MATERIAL TO PROCESS

╭──

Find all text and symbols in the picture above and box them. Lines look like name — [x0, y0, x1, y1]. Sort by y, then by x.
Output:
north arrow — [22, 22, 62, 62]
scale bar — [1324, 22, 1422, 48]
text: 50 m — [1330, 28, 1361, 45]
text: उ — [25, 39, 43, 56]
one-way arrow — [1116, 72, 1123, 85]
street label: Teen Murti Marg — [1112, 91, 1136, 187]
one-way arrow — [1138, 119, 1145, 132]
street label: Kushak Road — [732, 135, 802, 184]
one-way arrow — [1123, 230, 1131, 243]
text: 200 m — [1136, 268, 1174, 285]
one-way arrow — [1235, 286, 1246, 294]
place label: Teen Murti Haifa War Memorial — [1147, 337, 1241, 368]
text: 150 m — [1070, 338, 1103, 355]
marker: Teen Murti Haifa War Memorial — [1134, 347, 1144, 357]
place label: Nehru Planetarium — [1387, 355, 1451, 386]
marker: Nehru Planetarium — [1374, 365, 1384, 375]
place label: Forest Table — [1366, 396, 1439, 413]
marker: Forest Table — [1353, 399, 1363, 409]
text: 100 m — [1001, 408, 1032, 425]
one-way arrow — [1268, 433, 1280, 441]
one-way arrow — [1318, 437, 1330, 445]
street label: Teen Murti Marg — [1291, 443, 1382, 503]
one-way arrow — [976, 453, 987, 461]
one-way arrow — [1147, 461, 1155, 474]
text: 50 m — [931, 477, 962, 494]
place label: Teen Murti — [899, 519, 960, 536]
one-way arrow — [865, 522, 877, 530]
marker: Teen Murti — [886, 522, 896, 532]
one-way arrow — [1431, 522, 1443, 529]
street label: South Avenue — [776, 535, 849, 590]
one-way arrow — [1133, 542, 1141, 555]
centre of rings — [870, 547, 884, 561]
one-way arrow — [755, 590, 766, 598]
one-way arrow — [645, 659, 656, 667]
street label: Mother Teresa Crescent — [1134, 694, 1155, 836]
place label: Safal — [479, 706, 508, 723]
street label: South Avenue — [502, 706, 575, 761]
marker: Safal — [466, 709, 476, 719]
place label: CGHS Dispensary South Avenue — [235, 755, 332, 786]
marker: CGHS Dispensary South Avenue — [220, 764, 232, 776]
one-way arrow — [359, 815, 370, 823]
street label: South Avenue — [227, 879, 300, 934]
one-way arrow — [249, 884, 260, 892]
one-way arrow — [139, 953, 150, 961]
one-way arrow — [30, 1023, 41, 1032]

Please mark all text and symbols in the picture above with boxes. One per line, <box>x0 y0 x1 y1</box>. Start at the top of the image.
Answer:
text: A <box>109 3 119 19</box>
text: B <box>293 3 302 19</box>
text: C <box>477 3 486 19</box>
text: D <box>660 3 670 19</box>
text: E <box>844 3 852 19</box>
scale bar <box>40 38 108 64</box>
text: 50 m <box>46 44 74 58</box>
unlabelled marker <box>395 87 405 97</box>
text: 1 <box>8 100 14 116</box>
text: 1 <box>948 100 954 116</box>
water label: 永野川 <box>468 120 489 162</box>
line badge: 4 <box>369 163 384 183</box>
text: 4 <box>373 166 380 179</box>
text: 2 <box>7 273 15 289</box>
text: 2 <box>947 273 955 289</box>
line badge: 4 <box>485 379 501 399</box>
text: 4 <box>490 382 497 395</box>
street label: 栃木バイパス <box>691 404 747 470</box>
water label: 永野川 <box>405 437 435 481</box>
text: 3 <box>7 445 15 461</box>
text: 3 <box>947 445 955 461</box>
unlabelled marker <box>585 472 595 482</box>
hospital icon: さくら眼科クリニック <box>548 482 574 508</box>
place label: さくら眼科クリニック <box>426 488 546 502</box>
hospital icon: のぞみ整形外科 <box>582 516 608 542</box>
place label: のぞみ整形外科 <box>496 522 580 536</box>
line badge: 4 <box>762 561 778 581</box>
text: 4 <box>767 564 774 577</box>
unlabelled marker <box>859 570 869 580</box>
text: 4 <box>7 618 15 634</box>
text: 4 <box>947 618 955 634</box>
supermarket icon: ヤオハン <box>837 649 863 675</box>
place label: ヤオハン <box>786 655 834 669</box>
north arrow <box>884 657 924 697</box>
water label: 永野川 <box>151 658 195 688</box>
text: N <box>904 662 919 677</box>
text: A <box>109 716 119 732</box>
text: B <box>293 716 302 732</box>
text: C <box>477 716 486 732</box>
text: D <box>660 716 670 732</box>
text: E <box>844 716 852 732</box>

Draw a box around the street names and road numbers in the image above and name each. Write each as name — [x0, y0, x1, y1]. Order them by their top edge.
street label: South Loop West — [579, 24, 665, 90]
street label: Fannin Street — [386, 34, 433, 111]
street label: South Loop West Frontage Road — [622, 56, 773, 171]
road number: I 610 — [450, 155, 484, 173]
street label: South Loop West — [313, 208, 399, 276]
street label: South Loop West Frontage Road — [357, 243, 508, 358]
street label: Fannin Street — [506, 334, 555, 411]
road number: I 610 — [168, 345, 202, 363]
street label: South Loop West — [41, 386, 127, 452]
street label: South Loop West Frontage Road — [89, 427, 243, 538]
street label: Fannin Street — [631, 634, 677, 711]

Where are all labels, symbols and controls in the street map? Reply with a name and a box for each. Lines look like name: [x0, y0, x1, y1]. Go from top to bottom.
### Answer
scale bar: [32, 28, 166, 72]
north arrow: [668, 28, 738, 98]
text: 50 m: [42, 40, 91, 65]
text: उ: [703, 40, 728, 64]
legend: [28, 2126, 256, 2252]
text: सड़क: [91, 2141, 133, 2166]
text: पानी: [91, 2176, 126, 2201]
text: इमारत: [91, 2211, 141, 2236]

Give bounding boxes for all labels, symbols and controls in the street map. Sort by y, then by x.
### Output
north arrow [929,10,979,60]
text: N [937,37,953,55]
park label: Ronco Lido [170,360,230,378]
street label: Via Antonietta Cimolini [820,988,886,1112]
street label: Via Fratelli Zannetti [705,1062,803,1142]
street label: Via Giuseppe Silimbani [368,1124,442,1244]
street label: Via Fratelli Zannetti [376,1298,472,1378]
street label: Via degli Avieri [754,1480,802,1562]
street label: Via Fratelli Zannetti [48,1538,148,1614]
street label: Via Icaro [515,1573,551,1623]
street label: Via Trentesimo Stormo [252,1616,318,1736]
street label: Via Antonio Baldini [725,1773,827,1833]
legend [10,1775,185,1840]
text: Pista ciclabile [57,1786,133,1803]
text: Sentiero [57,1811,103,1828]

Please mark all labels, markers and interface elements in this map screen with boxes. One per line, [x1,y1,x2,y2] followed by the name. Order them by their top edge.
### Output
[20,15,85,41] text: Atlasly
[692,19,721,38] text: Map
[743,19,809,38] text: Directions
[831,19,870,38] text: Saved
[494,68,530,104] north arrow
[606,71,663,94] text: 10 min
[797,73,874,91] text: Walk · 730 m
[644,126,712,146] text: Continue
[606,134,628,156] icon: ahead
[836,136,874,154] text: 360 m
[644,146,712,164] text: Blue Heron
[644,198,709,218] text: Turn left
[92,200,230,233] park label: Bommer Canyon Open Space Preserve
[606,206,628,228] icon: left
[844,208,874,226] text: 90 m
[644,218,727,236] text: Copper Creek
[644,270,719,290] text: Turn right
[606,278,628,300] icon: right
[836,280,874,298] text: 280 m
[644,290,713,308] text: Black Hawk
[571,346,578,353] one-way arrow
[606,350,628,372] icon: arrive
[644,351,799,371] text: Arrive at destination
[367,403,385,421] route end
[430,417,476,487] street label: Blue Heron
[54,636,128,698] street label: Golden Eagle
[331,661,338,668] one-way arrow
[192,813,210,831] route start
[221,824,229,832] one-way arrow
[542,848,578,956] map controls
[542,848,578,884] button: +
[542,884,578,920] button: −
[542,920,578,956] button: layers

╰──

AIM OF THE EXERCISE
Each line of the data should be given back exactly.

ANSWER BOX
Find all text and symbols in the picture above and box them. Lines look like name — [x0, y0, x1, y1]. Sort by y, then by x.
Output:
north arrow — [22, 22, 62, 62]
scale bar — [1324, 22, 1422, 48]
text: 50 m — [1330, 28, 1361, 45]
text: उ — [25, 39, 43, 56]
one-way arrow — [1116, 72, 1123, 85]
street label: Teen Murti Marg — [1112, 91, 1136, 187]
one-way arrow — [1138, 119, 1145, 132]
street label: Kushak Road — [732, 135, 802, 184]
one-way arrow — [1123, 230, 1131, 243]
text: 200 m — [1136, 268, 1174, 285]
one-way arrow — [1235, 286, 1246, 294]
place label: Teen Murti Haifa War Memorial — [1147, 337, 1241, 368]
text: 150 m — [1070, 338, 1103, 355]
marker: Teen Murti Haifa War Memorial — [1134, 347, 1144, 357]
place label: Nehru Planetarium — [1387, 355, 1451, 386]
marker: Nehru Planetarium — [1374, 365, 1384, 375]
place label: Forest Table — [1366, 396, 1439, 413]
marker: Forest Table — [1353, 399, 1363, 409]
text: 100 m — [1001, 408, 1032, 425]
one-way arrow — [1268, 433, 1280, 441]
one-way arrow — [1318, 437, 1330, 445]
street label: Teen Murti Marg — [1291, 443, 1382, 503]
one-way arrow — [976, 453, 987, 461]
one-way arrow — [1147, 461, 1155, 474]
text: 50 m — [931, 477, 962, 494]
place label: Teen Murti — [899, 519, 960, 536]
one-way arrow — [865, 522, 877, 530]
marker: Teen Murti — [886, 522, 896, 532]
one-way arrow — [1431, 522, 1443, 529]
street label: South Avenue — [776, 535, 849, 590]
one-way arrow — [1133, 542, 1141, 555]
centre of rings — [870, 547, 884, 561]
one-way arrow — [755, 590, 766, 598]
one-way arrow — [645, 659, 656, 667]
street label: Mother Teresa Crescent — [1134, 694, 1155, 836]
place label: Safal — [479, 706, 508, 723]
street label: South Avenue — [502, 706, 575, 761]
marker: Safal — [466, 709, 476, 719]
place label: CGHS Dispensary South Avenue — [235, 755, 332, 786]
marker: CGHS Dispensary South Avenue — [220, 764, 232, 776]
one-way arrow — [359, 815, 370, 823]
street label: South Avenue — [227, 879, 300, 934]
one-way arrow — [249, 884, 260, 892]
one-way arrow — [139, 953, 150, 961]
one-way arrow — [30, 1023, 41, 1032]

Please mark all text and symbols in the picture above with boxes. One per line, <box>x0 y0 x1 y1</box>. Start at the top of the image.
Answer:
text: A <box>109 3 119 19</box>
text: B <box>293 3 302 19</box>
text: C <box>477 3 486 19</box>
text: D <box>660 3 670 19</box>
text: E <box>844 3 852 19</box>
scale bar <box>40 38 108 64</box>
text: 50 m <box>46 44 74 58</box>
unlabelled marker <box>395 87 405 97</box>
text: 1 <box>8 100 14 116</box>
text: 1 <box>948 100 954 116</box>
water label: 永野川 <box>468 120 489 162</box>
line badge: 4 <box>369 163 384 183</box>
text: 4 <box>373 166 380 179</box>
text: 2 <box>7 273 15 289</box>
text: 2 <box>947 273 955 289</box>
line badge: 4 <box>485 379 501 399</box>
text: 4 <box>490 382 497 395</box>
street label: 栃木バイパス <box>691 404 747 470</box>
water label: 永野川 <box>405 437 435 481</box>
text: 3 <box>7 445 15 461</box>
text: 3 <box>947 445 955 461</box>
unlabelled marker <box>585 472 595 482</box>
hospital icon: さくら眼科クリニック <box>548 482 574 508</box>
place label: さくら眼科クリニック <box>426 488 546 502</box>
hospital icon: のぞみ整形外科 <box>582 516 608 542</box>
place label: のぞみ整形外科 <box>496 522 580 536</box>
line badge: 4 <box>762 561 778 581</box>
text: 4 <box>767 564 774 577</box>
unlabelled marker <box>859 570 869 580</box>
text: 4 <box>7 618 15 634</box>
text: 4 <box>947 618 955 634</box>
supermarket icon: ヤオハン <box>837 649 863 675</box>
place label: ヤオハン <box>786 655 834 669</box>
north arrow <box>884 657 924 697</box>
water label: 永野川 <box>151 658 195 688</box>
text: N <box>904 662 919 677</box>
text: A <box>109 716 119 732</box>
text: B <box>293 716 302 732</box>
text: C <box>477 716 486 732</box>
text: D <box>660 716 670 732</box>
text: E <box>844 716 852 732</box>

Draw a box around the street names and road numbers in the image above and name each. Write each as name — [x0, y0, x1, y1]. Order them by their top edge.
street label: South Loop West — [579, 24, 665, 90]
street label: Fannin Street — [386, 34, 433, 111]
street label: South Loop West Frontage Road — [622, 56, 773, 171]
road number: I 610 — [450, 155, 484, 173]
street label: South Loop West — [313, 208, 399, 276]
street label: South Loop West Frontage Road — [357, 243, 508, 358]
street label: Fannin Street — [506, 334, 555, 411]
road number: I 610 — [168, 345, 202, 363]
street label: South Loop West — [41, 386, 127, 452]
street label: South Loop West Frontage Road — [89, 427, 243, 538]
street label: Fannin Street — [631, 634, 677, 711]

Where are all labels, symbols and controls in the street map? Reply with a name and a box for each. Lines look like name: [x0, y0, x1, y1]. Go from top to bottom.
### Answer
scale bar: [32, 28, 166, 72]
north arrow: [668, 28, 738, 98]
text: 50 m: [42, 40, 91, 65]
text: उ: [703, 40, 728, 64]
legend: [28, 2126, 256, 2252]
text: सड़क: [91, 2141, 133, 2166]
text: पानी: [91, 2176, 126, 2201]
text: इमारत: [91, 2211, 141, 2236]

Give bounding boxes for all labels, symbols and controls in the street map. Sort by y, then by x.
### Output
north arrow [929,10,979,60]
text: N [937,37,953,55]
park label: Ronco Lido [170,360,230,378]
street label: Via Antonietta Cimolini [820,988,886,1112]
street label: Via Fratelli Zannetti [705,1062,803,1142]
street label: Via Giuseppe Silimbani [368,1124,442,1244]
street label: Via Fratelli Zannetti [376,1298,472,1378]
street label: Via degli Avieri [754,1480,802,1562]
street label: Via Fratelli Zannetti [48,1538,148,1614]
street label: Via Icaro [515,1573,551,1623]
street label: Via Trentesimo Stormo [252,1616,318,1736]
street label: Via Antonio Baldini [725,1773,827,1833]
legend [10,1775,185,1840]
text: Pista ciclabile [57,1786,133,1803]
text: Sentiero [57,1811,103,1828]

Please mark all labels, markers and interface elements in this map screen with boxes. One per line, [x1,y1,x2,y2] followed by the name. Order them by their top edge.
### Output
[20,15,85,41] text: Atlasly
[692,19,721,38] text: Map
[743,19,809,38] text: Directions
[831,19,870,38] text: Saved
[494,68,530,104] north arrow
[606,71,663,94] text: 10 min
[797,73,874,91] text: Walk · 730 m
[644,126,712,146] text: Continue
[606,134,628,156] icon: ahead
[836,136,874,154] text: 360 m
[644,146,712,164] text: Blue Heron
[644,198,709,218] text: Turn left
[92,200,230,233] park label: Bommer Canyon Open Space Preserve
[606,206,628,228] icon: left
[844,208,874,226] text: 90 m
[644,218,727,236] text: Copper Creek
[644,270,719,290] text: Turn right
[606,278,628,300] icon: right
[836,280,874,298] text: 280 m
[644,290,713,308] text: Black Hawk
[571,346,578,353] one-way arrow
[606,350,628,372] icon: arrive
[644,351,799,371] text: Arrive at destination
[367,403,385,421] route end
[430,417,476,487] street label: Blue Heron
[54,636,128,698] street label: Golden Eagle
[331,661,338,668] one-way arrow
[192,813,210,831] route start
[221,824,229,832] one-way arrow
[542,848,578,956] map controls
[542,848,578,884] button: +
[542,884,578,920] button: −
[542,920,578,956] button: layers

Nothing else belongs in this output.